The government has a specific reason for abolishing the LTA. It is keen to encourage back into work the many people who dropped out of the labour market during the pandemic, especially those aged over 50. Removing the limit on the amount of pension it’s worth accruing is seen as a tempting carrot in that effort.
But newly published proposals from HMRC could sneak through additional changes to the pension system that are less beneficial and potentially affect a wider tranche of the population. What could it all mean for pension investors and their families?
In the March Budget, Chancellor Jeremy Hunt announced the abolition of the LTA charge with effect from the new tax year. So if you’re fortunate enough to have a pension worth more than £1,073,100, you no longer have to pay draconian tax when you take money out above that level. (The broader LTA structure will be removed from April 2024.)
Previously you would have paid a tax charge on pension savings over and above the LTA limit at the point you withdrew it. If you took it as a lump sum, the tax charge was 55%; if you took it as income (either via drawdown or using your pot to buy an annuity paying a lifetime income), it was 25%, with income tax at your marginal rate on top.
Now, the system has been simplified, in effect treating withdrawals from large pensions in just the same way as those from small ones.
“In future all pensions and lump sums in excess of the LTA will be taxed at the individual’s marginal tax rate using normal PAYE rules,” explains Kate Smith, head of pensions at Aegon. “It’s good news for those individuals whose benefits exceed the LTA – they’ll still pay tax, but at a lower rate.”
However, there remains a limit to the total amount of tax-free cash that can be taken. This has been capped at 25% of the LTA, amounting to £268,275, and although the LTA has been removed, the value of that cap on pension tax-free cash remains in place.
What happens when you die?
Pensions don’t count as part of your estate, and therefore are not normally included when the Inland Revenue calculates inheritance tax.
At present, if you die before age 75, the named beneficiaries of your pension will normally inherit it* (either as income or as a lump sum) free of inheritance or income tax up to the value of the LTA, although income tax will be deducted on anything they receive over and above that threshold. If you’re aged 75 or over when you die, no inheritance tax is payable but the beneficiaries will pay income tax on any lump sum or income they receive.
But the government’s newly published proposals could change all that.
As Gary Smith, partner in financial planning at wealth manager Evelyn Partners, observes: “The government is now considering charging all beneficiaries income tax on inherited pensions, even if the pension holder dies before age 75 – with a ‘ghost of LTA’ level still in play that could result in a tax charge.”
Under the new proposals, which would come into force in April 2024, beneficiaries receiving a pension pot after that date would have two options. They could receive a lump sum, which would be tax-free up to whatever remained of the pension holder’s protected LTA’ or the new ‘permissible limit of £1,073,100’ (the equivalent of the LTA), paying income tax just on the excess above that level.

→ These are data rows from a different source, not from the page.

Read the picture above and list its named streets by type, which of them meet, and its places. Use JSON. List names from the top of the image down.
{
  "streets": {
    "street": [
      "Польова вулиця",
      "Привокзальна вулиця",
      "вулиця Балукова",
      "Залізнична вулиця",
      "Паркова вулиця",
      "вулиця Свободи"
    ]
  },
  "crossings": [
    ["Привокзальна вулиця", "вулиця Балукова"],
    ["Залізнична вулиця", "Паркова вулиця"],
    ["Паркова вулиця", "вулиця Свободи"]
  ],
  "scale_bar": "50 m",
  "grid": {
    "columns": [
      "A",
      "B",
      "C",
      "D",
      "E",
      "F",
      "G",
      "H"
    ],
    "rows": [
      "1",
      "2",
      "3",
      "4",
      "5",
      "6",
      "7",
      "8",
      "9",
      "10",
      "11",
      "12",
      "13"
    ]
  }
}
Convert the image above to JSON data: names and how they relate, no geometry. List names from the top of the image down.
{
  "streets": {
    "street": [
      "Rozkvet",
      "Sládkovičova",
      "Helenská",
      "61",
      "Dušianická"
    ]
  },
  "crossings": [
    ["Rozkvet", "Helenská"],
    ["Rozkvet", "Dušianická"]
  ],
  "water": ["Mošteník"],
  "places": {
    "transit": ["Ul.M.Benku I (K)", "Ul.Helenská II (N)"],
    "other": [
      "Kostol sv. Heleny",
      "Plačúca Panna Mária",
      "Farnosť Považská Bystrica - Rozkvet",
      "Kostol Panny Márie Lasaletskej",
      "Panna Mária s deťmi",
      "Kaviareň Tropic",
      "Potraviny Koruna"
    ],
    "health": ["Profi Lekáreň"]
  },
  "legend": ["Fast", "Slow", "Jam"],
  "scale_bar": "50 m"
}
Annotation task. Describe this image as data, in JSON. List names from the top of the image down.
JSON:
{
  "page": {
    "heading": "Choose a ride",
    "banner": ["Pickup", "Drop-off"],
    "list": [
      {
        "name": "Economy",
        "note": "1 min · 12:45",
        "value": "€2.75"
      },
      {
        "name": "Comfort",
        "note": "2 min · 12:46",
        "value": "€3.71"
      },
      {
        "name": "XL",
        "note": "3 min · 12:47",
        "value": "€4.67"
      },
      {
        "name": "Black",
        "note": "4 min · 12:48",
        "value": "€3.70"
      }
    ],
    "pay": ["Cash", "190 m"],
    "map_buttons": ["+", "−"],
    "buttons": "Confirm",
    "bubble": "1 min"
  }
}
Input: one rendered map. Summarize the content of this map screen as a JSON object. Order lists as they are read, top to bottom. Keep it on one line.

Alternatively, they could choose to inherit the pension in their own name and pay income tax on all withdrawals.
This scenario raises several potential dilemmas for beneficiaries.
Gary Smith points to the fact that while the lump sum option looks relatively attractive, that chunk of cash would become part of the recipient’s estate and could push its value above the inheritance tax threshold of £325,000. This may result in a potential 40% tax hit when they themselves died.
“If the beneficiary can withdraw income at 20%, then retaining the pension might be more beneficial; if they would be subject to 40% or 45% income tax on withdrawals, then taking the lump sum could be more beneficial,” he reasons.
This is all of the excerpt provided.